Parker Finn’s full-length directorial debut Smile reminds us to smile, though your heart is aching. With a current box office gross of 167 million dollars at only a 17 million budget, this new horror-thriller from Paramount Pictures has been a massive hit and is the first 18-rated film to top the UK-Ireland box office in over three years.

The story follows psychiatrist Dr Rose Cotter, who becomes caught in a web of mysterious supernatural suicides and hallucinations, all centred around a recurring entity, one that changes faces but is always adorned with the same sinister smile. The film takes inspiration from other horror classes such as The Ring and A Nightmare on Elm Street, and the more contemporary It Follows. Rose is pushed to her psychological breaking point as she scrambles to get ahead of the doom barrelling towards her. Her crumbling sanity is conveyed chillingly through the cinematography of Charlie Sarroff, with upside-down tracking pans and close, claustrophobic shots. These visuals blend hauntingly with Juan Cristobal Tapia de Veer’s sinister score to create a truly terrifying cinema experience.  

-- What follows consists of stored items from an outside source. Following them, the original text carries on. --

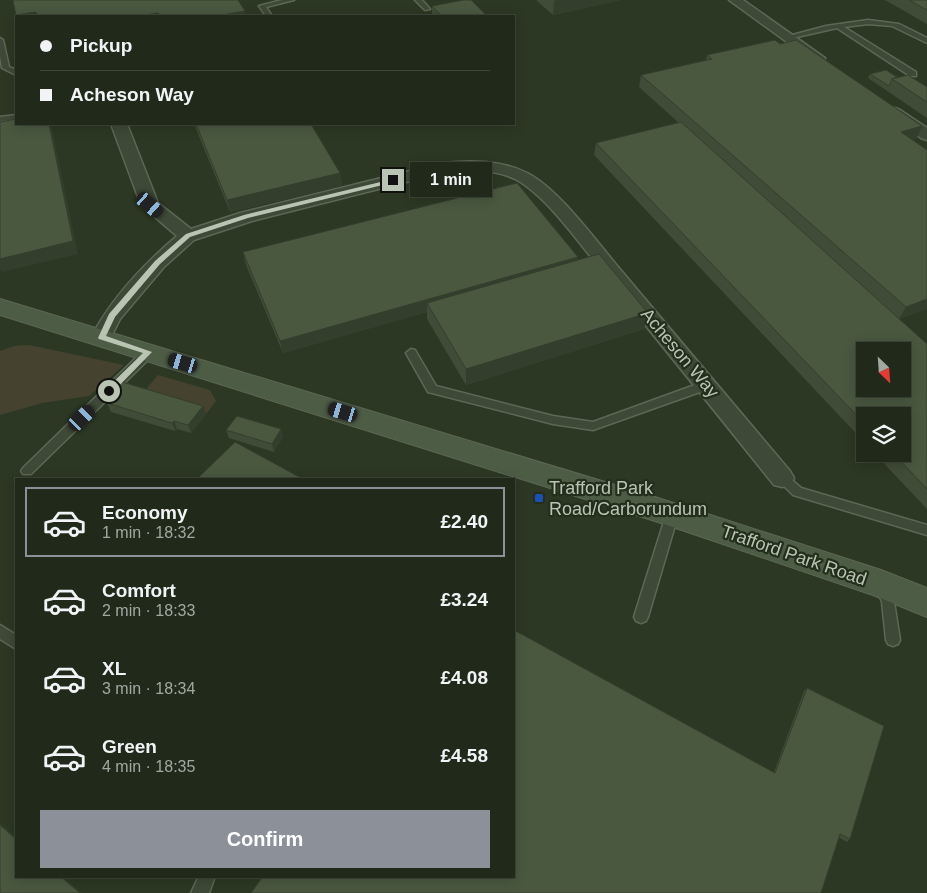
<!DOCTYPE html>
<meta charset="utf-8">
<style>
:root{--surface:#212a1a;--page:#2d3627;--text:#f1f3f6;--muted:#a2a7a2;--line:#3e4639;--accent:#8c9099}
body{margin:0;font-family:Arial,sans-serif;background:var(--page);color:var(--text);height:100vh;display:flex;flex-direction:column;font-size:19px;white-space:nowrap}
*{box-sizing:border-box;margin:0}
p{font-size:16px;color:var(--muted)}
.icon{flex:none;width:28px;height:28px;fill:none;stroke:currentColor;stroke-width:2;stroke-linecap:round;stroke-linejoin:round}
.map{position:relative;flex:1;overflow:hidden}
.side{position:absolute;left:15px;top:478px;width:500px;height:400px;display:flex;flex-direction:column;background:var(--surface);border-radius:0px;box-shadow:0 2px 12px #0003,0 0 0 1px var(--line)}
.side>*{flex:none}
.top-card{position:absolute;left:15px;top:15px;width:500px;height:110px;border-radius:0px;box-shadow:0 2px 12px #0003,0 0 0 1px var(--line);display:grid;align-content:center;height:110px;padding:0 25px;background:var(--surface)}
.needle{width:32px;rotate:155deg}
.buttons{position:absolute;left:856px;top:342px;display:grid;gap:10px}
.buttons a{display:grid;place-items:center;width:55px;height:55px;border-radius:0px;background:var(--surface);box-shadow:0 2px 12px #0003,0 0 0 1px var(--line);font-size:25px}
.end{position:absolute;width:22px;height:22px;margin:-11px;border:6px solid #b9c5b2;background:#111;box-shadow:0 0 0 2px #111}
.from{border-radius:50%}
.bubble{position:absolute;height:35px;border-radius:0px;background:var(--surface);box-shadow:0 2px 12px #0003,0 0 0 1px var(--line);font-size:16px;font-weight:700;line-height:35px;text-align:center}
.car{position:absolute;width:15px;height:30px;margin:-15px -8px;border-radius:6px;box-shadow:0 0 4px 1px #0007;background:linear-gradient(#222 24%,#8ab4d8 0 40%,#222 0 76%,#8ab4d8 0 86%,#222 0)}
.top-card b{display:flex;align-items:center;gap:18px;height:48px;font-size:19px}
.top-card b+b{border-top:1px solid var(--line)}
.top-card i{width:12px;height:12px;background:var(--text)}
ul{padding:9px 0 0;list-style:none}
li{display:flex;align-items:center;gap:15px;height:70px;margin:0 10px 8px;padding:0 15px;border:2px solid transparent;border-radius:0px}
li div{flex:1}
li b{display:block;font-size:19px}
li em{font-style:normal;font-weight:700}
li.active{border-color:var(--accent)}
li>.icon{width:45px;height:45px;stroke-width:1.5}
.cta{display:flex;gap:10px;margin-top:auto;padding:10px 25px}
.cta a{flex:1;height:58px;border-radius:0px;background:var(--accent);color:#fff;font-size:20px;font-weight:700;line-height:58px;text-align:center}
.map>svg:first-child{display:block}
</style>
<div class="map">
<svg width="927" height="893" viewBox="0 0 927 893">
<rect width="100%" height="100%" fill="#2c3823"/>
<!-- green -->
<g fill="#464230">
<polygon points="29,345 124,365 89,396 42,403 0,415 0,351 14,346"/>
<polygon points="158,375 210,390 216,401 206,414 141,395"/>
</g>
<g fill="none" stroke-linecap="round" stroke-linejoin="round">
<!-- lane casing -->
<g stroke="#5c6755" stroke-width="3">
<g id="lane">
<polygon points="282,0 294,0 266,7 272,16 266,16 259,6"/>
<polygon points="415,0 422,0 430,9 425,10"/>
<polygon points="868,20 899,24 927,38 927,43 892,26 868,24 844,27 916,72 916,76 910,76 837,28 788,39 785,37 826,26"/>
<polygon points="0,38 3,40 9,67 16,70 16,75 2,68 0,56"/>
<polygon points="16,115 16,119 0,121 0,117"/>
<polygon points="149,348 154,352 153,355 31,474 23,474 21,471 23,468 145,349"/>
<polygon points="411,349 415,350 436,386 553,416 593,422 703,382 711,382 712,385 711,388 593,430 553,424 428,392 406,353"/>
<polygon points="782,473 786,475 801,488 927,525 927,535 793,495 776,478 778,475"/>
<polygon points="672,510 676,511 678,515 648,617 646,621 641,623 636,621 634,617 666,515 668,511"/>
<polygon points="882,582 887,584 894,602 900,640 898,644 893,646 888,644 886,640 882,602 876,588 877,584"/>
<polygon points="0,625 16,635 16,649 0,639"/>
<polygon points="199,876 215,876 209,893 191,893"/>
</g>
</g>
<!-- street casing -->
<g stroke="#5c6755" stroke-width="3">
<g id="street">
<polygon points="729,0 743,0 825,58 823,61 813,61"/>
<polygon points="895,108 900,110 927,128 927,140 921,138 890,116 887,113 890,110"/>
<path d="M111,124H127L158,203L191,229L240,213L442,163C471,160 501,160 527,173C558,188 596,241 619,268C676,336 733,404 790,471L794,478L790,485L782,487L774,485C719,416 664,348 609,280C585,251 549,198 517,180C494,168 467,170 442,173L252,221L194,240L164,267L120,319L108,343L101,345L94,343L91,338C111,298 143,265 177,236L141,205Z"/>
</g>
</g>
<!-- secondary casing -->
<g stroke="#5c6755" stroke-width="2">
<polygon id="secondary" points="0,299 658,498 881,570 927,588 927,617 873,595 658,522 0,315"/>
</g>
<!-- lane -->
<use href="#lane" fill="#3e4937" fill-rule="evenodd"/>
<!-- street -->
<use href="#street" fill="#3e4937" fill-rule="evenodd"/>
<!-- secondary -->
<use href="#secondary" fill="#4d5c45" fill-rule="evenodd"/>
</g>
<!-- wall -->
<g fill="#404c37">
<polygon points="536,0 621,0 553,15"/>
<polygon points="885,0 927,0 927,24"/>
<polygon points="432,6 487,16 434,16 432,14"/>
<polygon points="707,55 917,138 912,140 927,150 927,309 899,319 927,344 927,509 875,454 902,454 865,416 865,443 594,155 596,143 679,123 639,87 641,75 706,60"/>
<polygon points="870,74 897,77 927,87 927,118 868,78"/>
<polygon points="194,124 311,124 340,173 342,186 230,212"/>
<polygon points="243,252 578,257 577,260 648,313 644,329 466,385 427,319 427,312 283,353 246,265"/>
<polygon points="108,394 206,414 191,433 177,429 175,431 111,412 107,403 110,399"/>
<polygon points="281,429 283,437 274,452 229,438 226,430"/>
<polygon points="807,688 850,839 847,842 838,837 774,772 804,691"/>
</g>
<!-- shaded-wall -->
<g fill="#343e2d">
<polygon points="557,0 621,0 553,15 554,1"/>
<polygon points="245,11 246,16 217,16"/>
<polygon points="36,12 38,16 16,16 16,15"/>
<polygon points="158,13 159,16 139,16"/>
<polygon points="49,124 51,124 78,254 2,272 0,269 0,259"/>
<polygon points="922,126 917,138 896,144 901,132"/>
<polygon points="340,173 342,186 230,212 227,200"/>
<polygon points="578,257 576,269 427,303 427,312 283,353 280,341"/>
<polygon points="927,299 927,309 899,319 906,307"/>
<polygon points="648,313 644,329 466,385 466,369"/>
<polygon points="203,406 206,414 191,433 188,425"/>
<polygon points="174,421 177,429 175,431 172,423"/>
<polygon points="281,429 283,437 274,452 272,444"/>
<polygon points="0,823 16,837 16,839 0,825"/>
<polygon points="60,876 62,876 82,893 80,893"/>
</g>
<!-- building -->
<g fill="#4a5840" stroke="#343e2d" fill-rule="evenodd">
<polygon points="13,0 238,0 245,11 217,16 160,16 158,13 139,16 37,16 36,12 16,15"/>
<polygon points="464,0 471,0 487,16 442,16 432,6"/>
<polygon points="909,0 927,0 927,10"/>
<polygon points="775,40 780,44 796,40 922,126 901,132 927,150 927,299 906,307 641,75 712,59 707,55"/>
<polygon points="886,70 897,77 892,79 889,86 870,74"/>
<polygon points="908,75 927,87 927,102 892,79"/>
<polygon points="16,119 16,124 49,124 73,241 0,259 0,122"/>
<path d="M681,122L927,344V489L894,454H902V416H865V424L596,143ZM865,351H902V389H865Z"/>
<polygon points="196,124 311,124 340,173 227,200"/>
<polygon points="517,183 578,257 280,341 243,252"/>
<polygon points="599,254 648,313 466,369 427,303"/>
<polygon points="119,381 203,406 188,425 174,421 172,423 107,403 113,396 108,394"/>
<polygon points="237,416 281,429 272,444 226,430"/>
<polygon points="235,442 303,479 197,479"/>
<polygon points="514,630 775,773 807,688 884,726 850,839 840,834 821,893 251,893 263,876 514,876"/>
<polygon points="0,825 16,839 16,876 60,876 80,893 0,893"/>
</g>
<!-- route -->
<polygon fill="#b9c5b2" points="393,179 395,182 248,218 190,237 160,264 115,317 106,336 152,352 112,393 106,393 106,389 143,353 99,339 98,338 109,314 155,261 186,234 244,215"/>
<!-- markers -->
<rect fill="#1a4fb4" stroke="#232e1c" stroke-width="2" x="534" y="493" width="10" height="10" rx="2.5"/>
<g text-anchor="middle" stroke-width="4.5" stroke-linejoin="round" paint-order="stroke">
<!-- street labels -->
<g font-size="18" fill="#b9c5b2" stroke="#232e1c">
<text transform="translate(680 353) rotate(50)" y="6">Acheson Way</text>
<text transform="translate(794 555) rotate(19)" y="6">Trafford Park Road</text>
</g>
<!-- poi labels -->
<g font-size="18" fill="#b9c5b2" stroke="#232e1c" text-anchor="start">
<text x="549" y="494">Trafford Park<tspan x="549" dy="21">Road/Carborundum</tspan></text>
</g>
</g>
</svg>
<div class="buttons">
<a><svg class="needle" viewBox="-14 -14 28 28"><path d="M0-13l5 13h-10z" fill="#e53935"/><path d="M0 13l5-13h-10z" fill="#a2a7a2"/></svg></a>
<a><svg class="icon" aria-label="layers" viewBox="0 0 24 24"><path d="M12 4l9 5-9 5-9-5zM3 14l9 5 9-5"/></svg></a>
</div>
<i class="end from" style="left:109px;top:391px"></i>
<i class="end" style="left:393px;top:180px"></i>
<div class="bubble" style="left:410px;top:162px;width:82px">1 min</div>
<i class="car" style="left:150px;top:205px;rotate:131deg"></i>
<i class="car" style="left:183px;top:363px;rotate:287deg"></i>
<i class="car" style="left:343px;top:412px;rotate:287deg"></i>
<i class="car" style="left:82px;top:418px;rotate:46deg"></i>
<div class="top-card">
<b><i class="from"></i>Pickup</b>
<b><i></i>Acheson Way</b>
</div>
<section class="side">
<ul>
<li class="active"><svg class="icon" aria-label="car" viewBox="0 0 24 24"><path d="M5 17H2v-5l4-1 3-4h7l3 4 3 1v5h-3M9 17h6M6 11h13"/><circle cx="7" cy="17" r="2"/><circle cx="17" cy="17" r="2"/></svg><div><b>Economy</b><p>1 min · 18:32</p></div><em>£2.40</em></li>
<li><svg class="icon" aria-label="car" viewBox="0 0 24 24"><path d="M5 17H2v-5l4-1 3-4h7l3 4 3 1v5h-3M9 17h6M6 11h13"/><circle cx="7" cy="17" r="2"/><circle cx="17" cy="17" r="2"/></svg><div><b>Comfort</b><p>2 min · 18:33</p></div><em>£3.24</em></li>
<li><svg class="icon" aria-label="car" viewBox="0 0 24 24"><path d="M5 17H2v-5l4-1 3-4h7l3 4 3 1v5h-3M9 17h6M6 11h13"/><circle cx="7" cy="17" r="2"/><circle cx="17" cy="17" r="2"/></svg><div><b>XL</b><p>3 min · 18:34</p></div><em>£4.08</em></li>
<li><svg class="icon" aria-label="car" viewBox="0 0 24 24"><path d="M5 17H2v-5l4-1 3-4h7l3 4 3 1v5h-3M9 17h6M6 11h13"/><circle cx="7" cy="17" r="2"/><circle cx="17" cy="17" r="2"/></svg><div><b>Green</b><p>4 min · 18:35</p></div><em>£4.58</em></li>
</ul>
<div class="cta"><a>Confirm</a></div>
</section>
</div>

The film is a spiritual successor to Finn’s short film Laura Hasn’t Slept, expanding on the smiling entity and its dynamic with the protagonist. The film takes great delight in making the audience question the reality they are being shown, as even the surrounding characters doubt Rose’s sanity. The framing device of the hallucinations firmly roots the audience in a place of doubt and disorientation, forcing us to feel the same fear and tension as Rose herself. It is an incredibly isolating type of horror, adding a unique flavour to the protagonist-villain dynamic that feels lacking in films like The Ring and Elm Street. Though the film does make use of jumpscares – a divisive tactic among horror fans – they earn their place in the movie, as Finn designs his scenes to build nail-biting tension, encouraging you to dart your eyes around a dark corridor, attempting to guess where the horror lurks before it finally arrives.

The film’s greatest weakness is its disjointed ending. While Finn’s aim was to “create an ending that had an emotional catharsis” this ended up causing a severe emotional whiplash, as the film attempts to cover its many bases and divides the audience’s attention as it comes to the end. I can’t help but feel that ultimately it would keep truer to the film’s smaller, more focused narrative to have a simpler ending, even if it left some loose ends untied.

The greatest strength of the film, however, is its premise. It is truly remarkable that the film’s premise is so simple, yet so compelling. The simple presentation of people with wide, toothy grins instils genuine panic when you recognise the expression either in the background or spread across the main cast. The film greatly benefits from its focused, tight plot, leaving much of the entity’s background for the audience to speculate. Rarely does the film talk down to its audience or over-explain itself, choosing instead to leave some of the details bathed in shadow.

Overall, Smile finds familiarity in older classics, but still breathes new life into the horror genre just in time for Halloween. For a full-length debut, Finn does an excellent job showing his style as a filmmaker, a flair that will sharpen and mature with time. This film will certainly leave you with a smile, one that you just can’t wipe off your face.


James Keown is a Master’s student in Journalism at Ulster University Coleraine.